It borrowed from words in the original text, but hammered home the power of the soldier. I wanted to leave no doubt that Star Wars was back, still strong after years of being absent in the pop culture landscape, and that it was just as powerful as ever. I commissioned embroidered patches of the logo and started printing up brochures. It seemed kind of pointless, building a brand around a club that didn’t really exist yet. But something told me it was better to go all-in than to just let the momentum die.

Our first brochure. You gotta start somewhere!

Our first brochure.
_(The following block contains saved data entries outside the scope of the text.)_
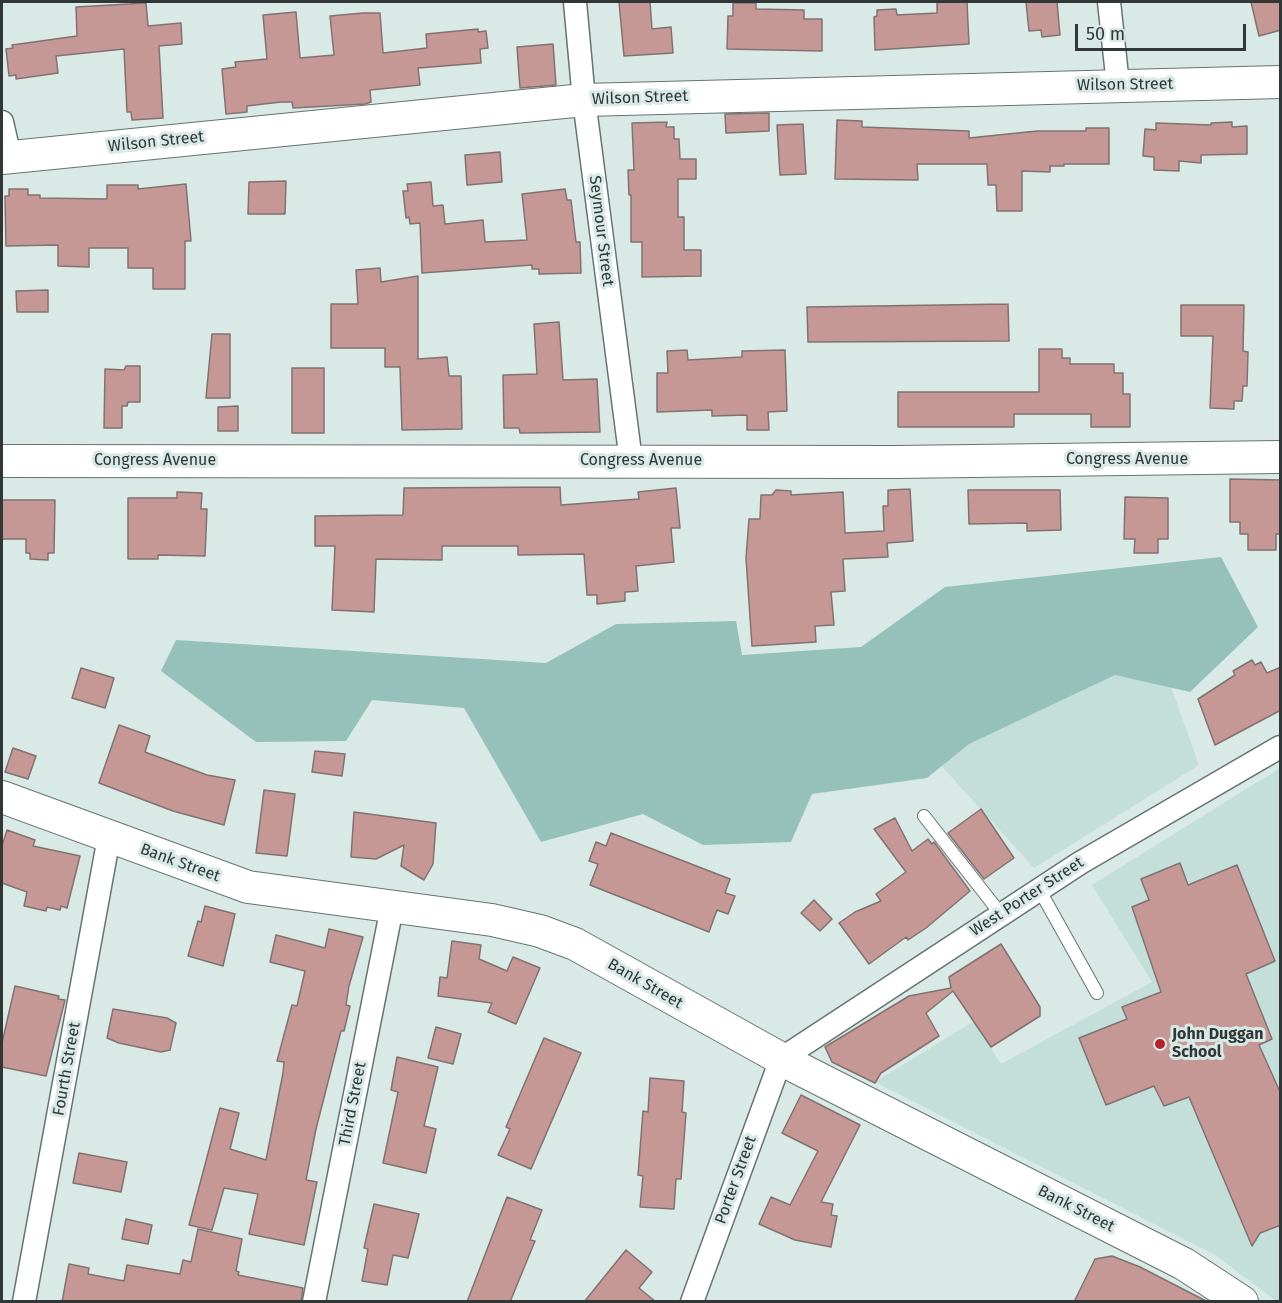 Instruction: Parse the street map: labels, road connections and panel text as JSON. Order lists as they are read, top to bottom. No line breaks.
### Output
{"streets":{"street":["Wilson Street","Seymour Street","Congress Avenue","Bank Street","West Porter Street","Fourth Street","Third Street","Porter Street"]},"crossings":[["Wilson Street","Seymour Street"],["Seymour Street","Congress Avenue"],["Bank Street","West Porter Street"],["Bank Street","Fourth Street"],["Bank Street","Third Street"],["Bank Street","Porter Street"],["West Porter Street","Porter Street"]],"places":["John Duggan School"],"scale_bar":"50 m"} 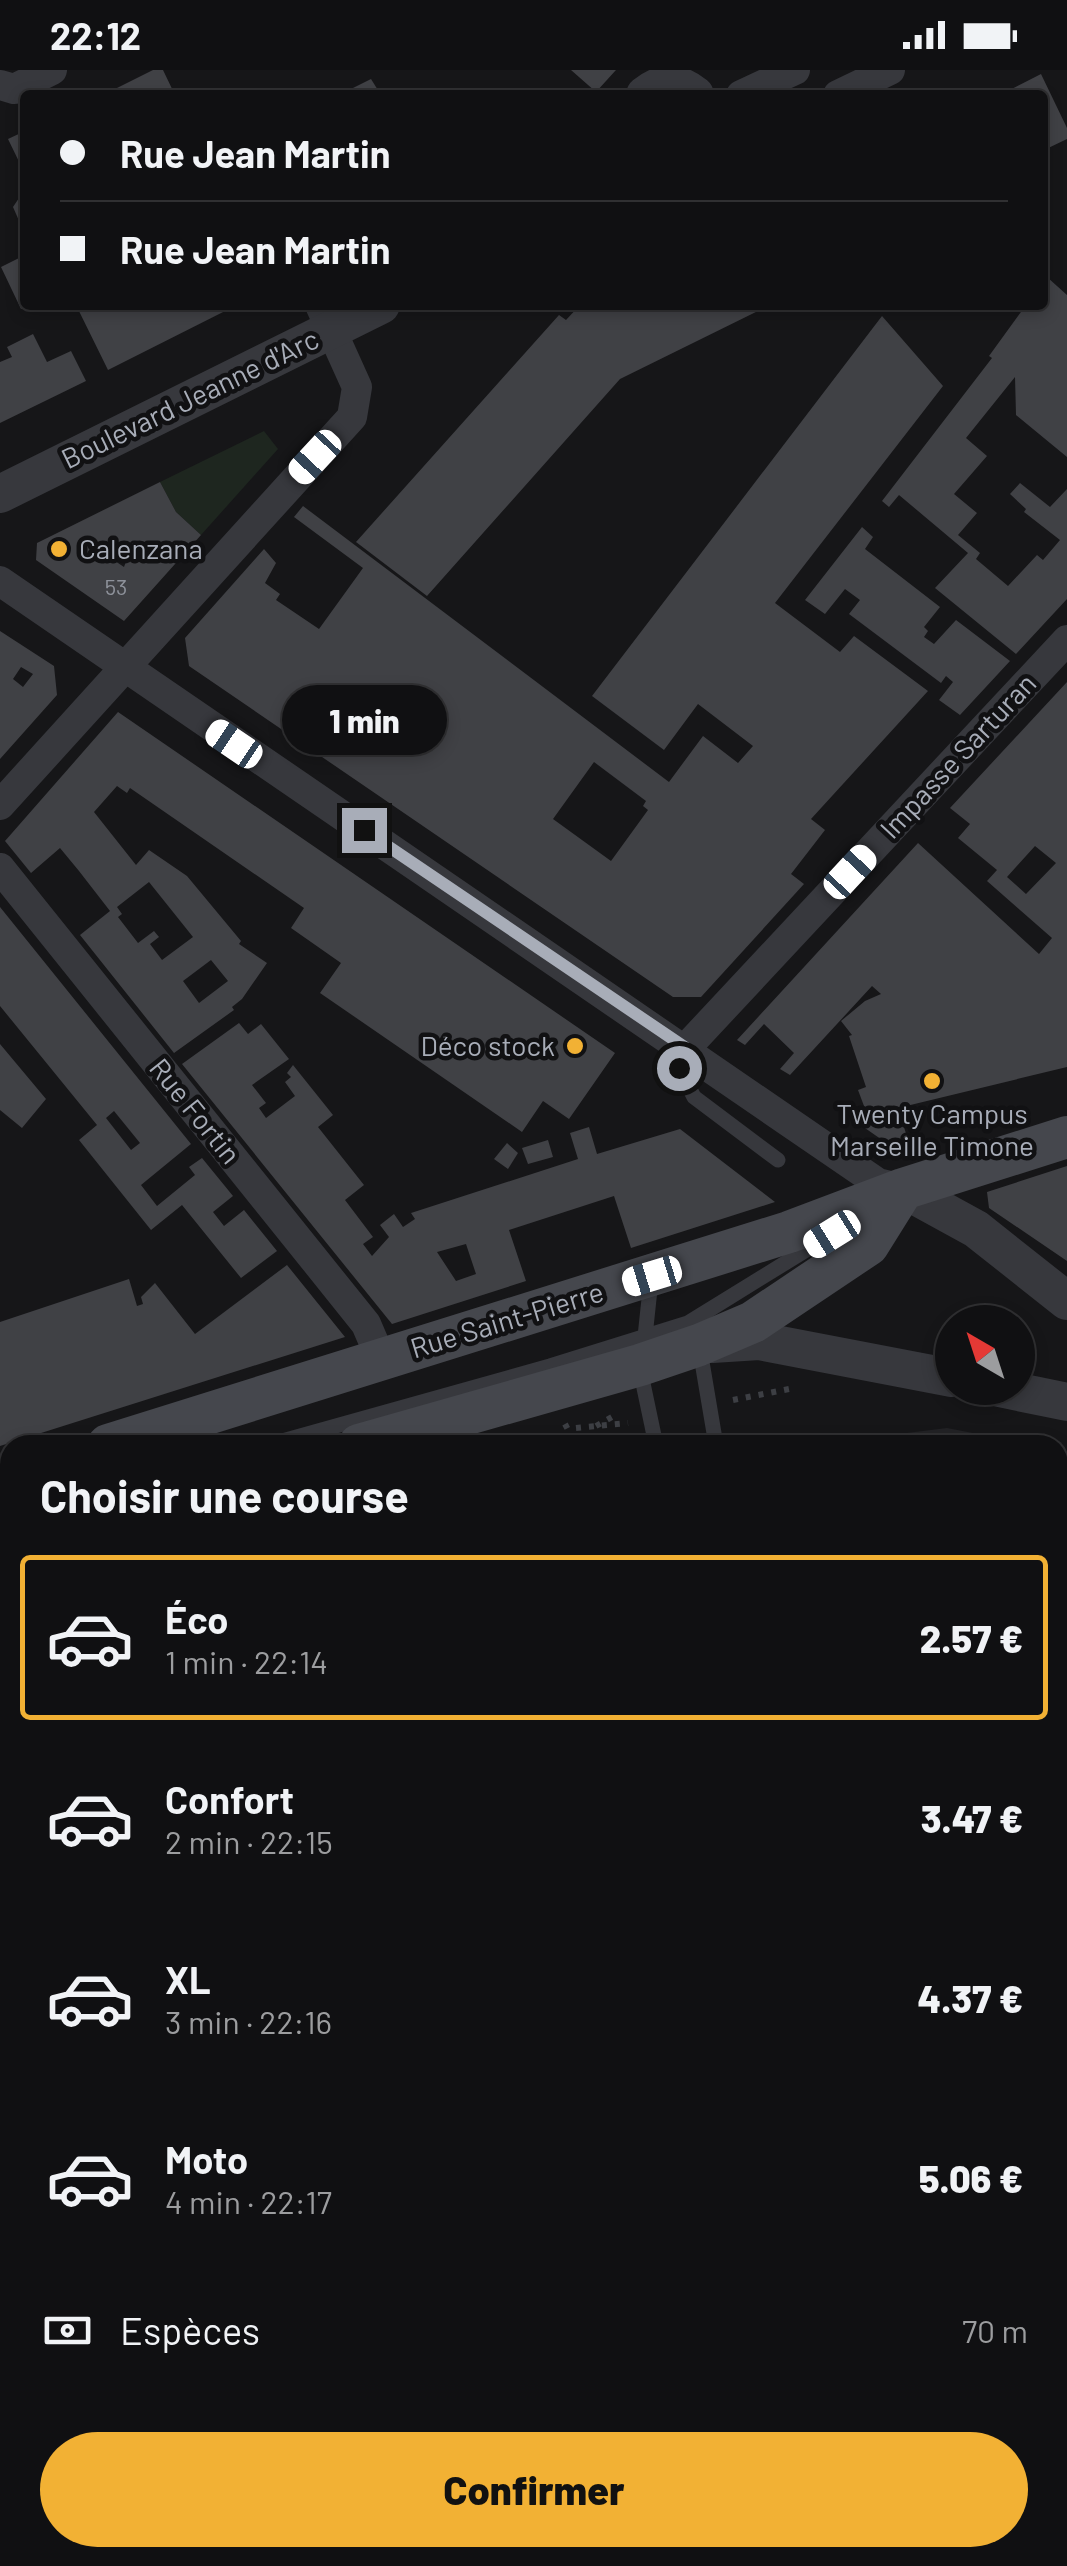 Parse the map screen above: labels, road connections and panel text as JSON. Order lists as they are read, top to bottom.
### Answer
{
  "streets": {
    "main road": ["Rue Saint-Pierre"],
    "street": ["Boulevard Jeanne d'Arc", "Impasse Sarturan", "Rue Fortin"]
  },
  "crossings": [
    ["Rue Fortin", "Rue Saint-Pierre"]
  ],
  "places": ["Calenzana", "Déco stock", "Twenty Campus Marseille Timone"],
  "house_numbers": ["53"],
  "north": "top left",
  "page": {
    "status": "22:12",
    "banner": ["Rue Jean Martin", "Rue Jean Martin"],
    "bubble": "1 min",
    "heading": "Choisir une course",
    "list": [
      {
        "name": "Éco",
        "note": "1 min · 22:14",
        "value": "2.57 €"
      },
      {
        "name": "Confort",
        "note": "2 min · 22:15",
        "value": "3.47 €"
      },
      {
        "name": "XL",
        "note": "3 min · 22:16",
        "value": "4.37 €"
      },
      {
        "name": "Moto",
        "note": "4 min · 22:17",
        "value": "5.06 €"
      }
    ],
    "pay": ["Espèces", "70 m"],
    "buttons": "Confirmer"
  }
} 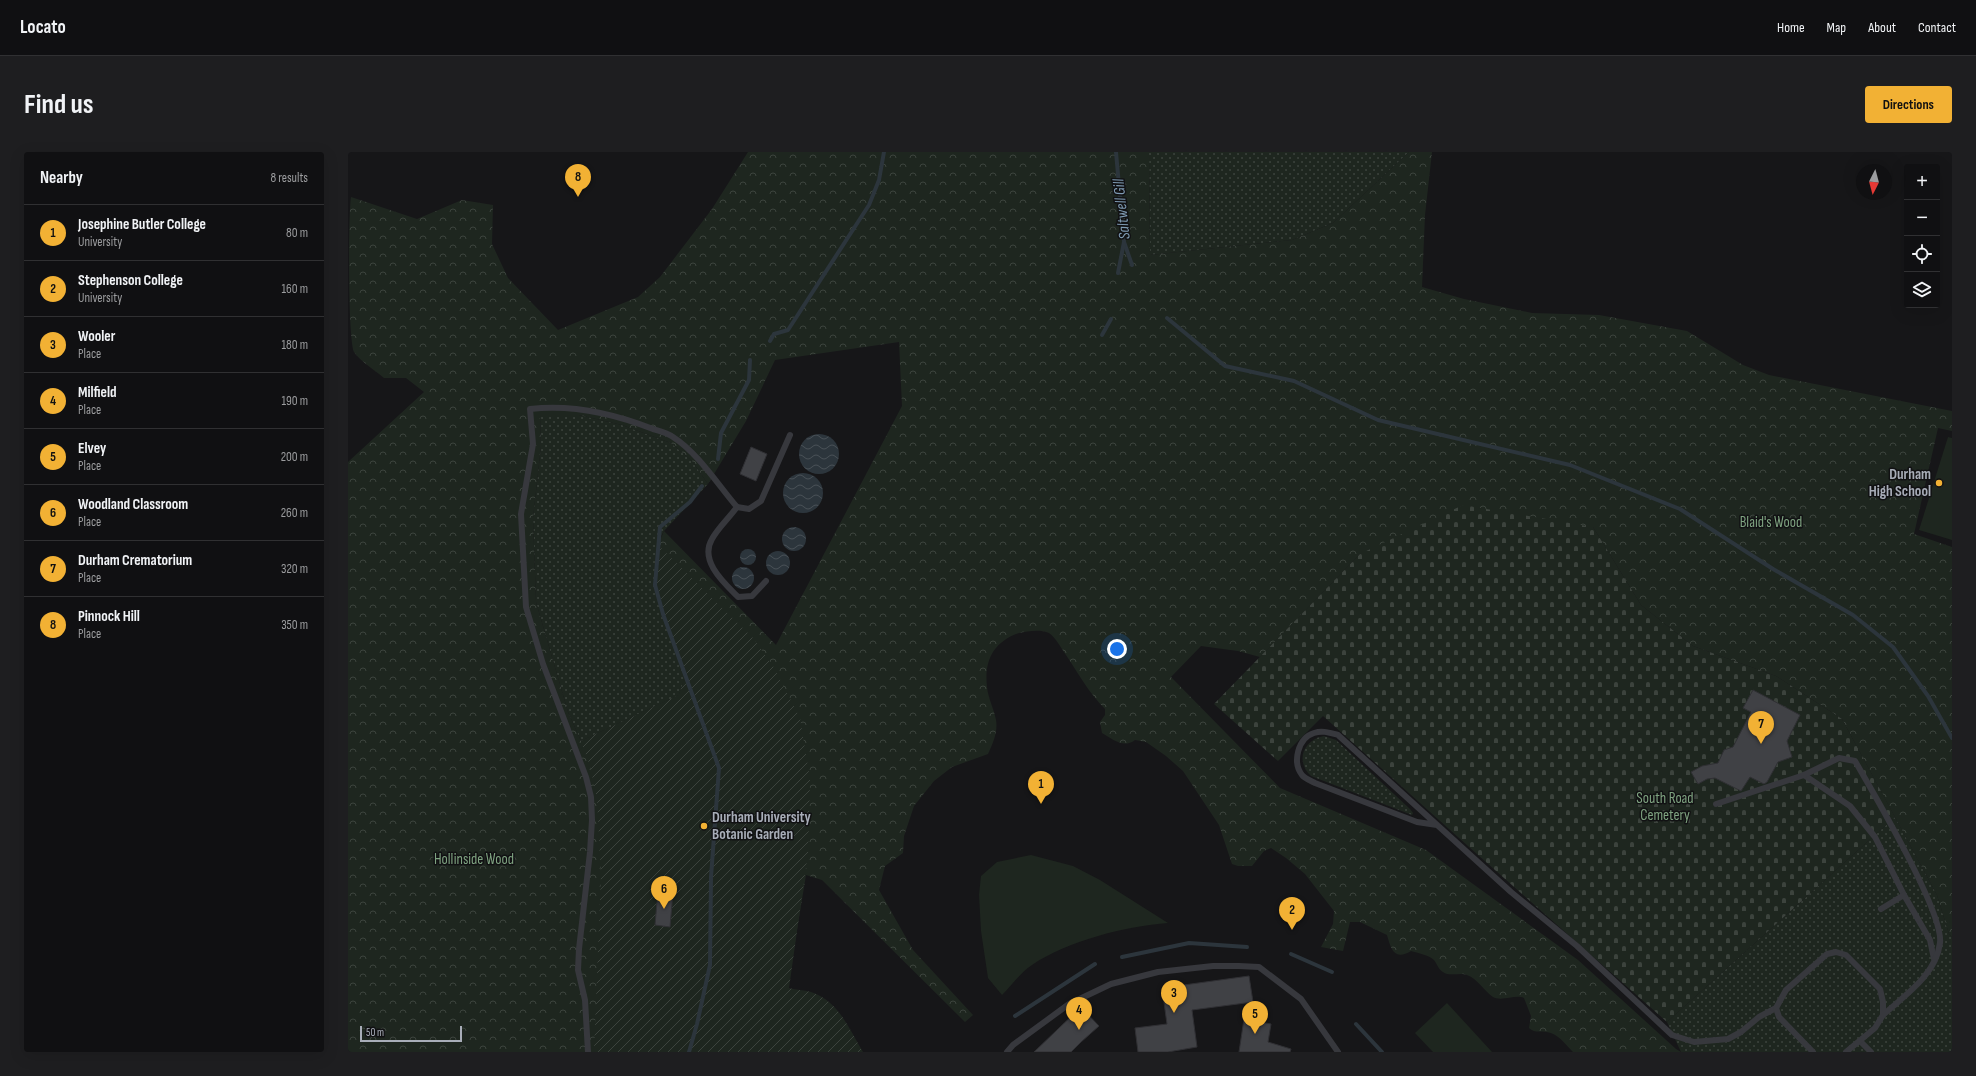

You gotta start somewhere!

The next step would be to bring it all together, to rally the troopers in a show that would realize my early hope for a mass effect in public. All it would take would be a place and an event big enough that I could get several of us together, and then go for broke. I looked at the calendar for 1998. Atlanta, Georgia: DragonCon. Conventions were a place ruled by Star Trek and comic books and gaming, not so much by costuming or Star Wars. But that would have to be where the 501st made landfall and either conquered fandom or fizzled out forever.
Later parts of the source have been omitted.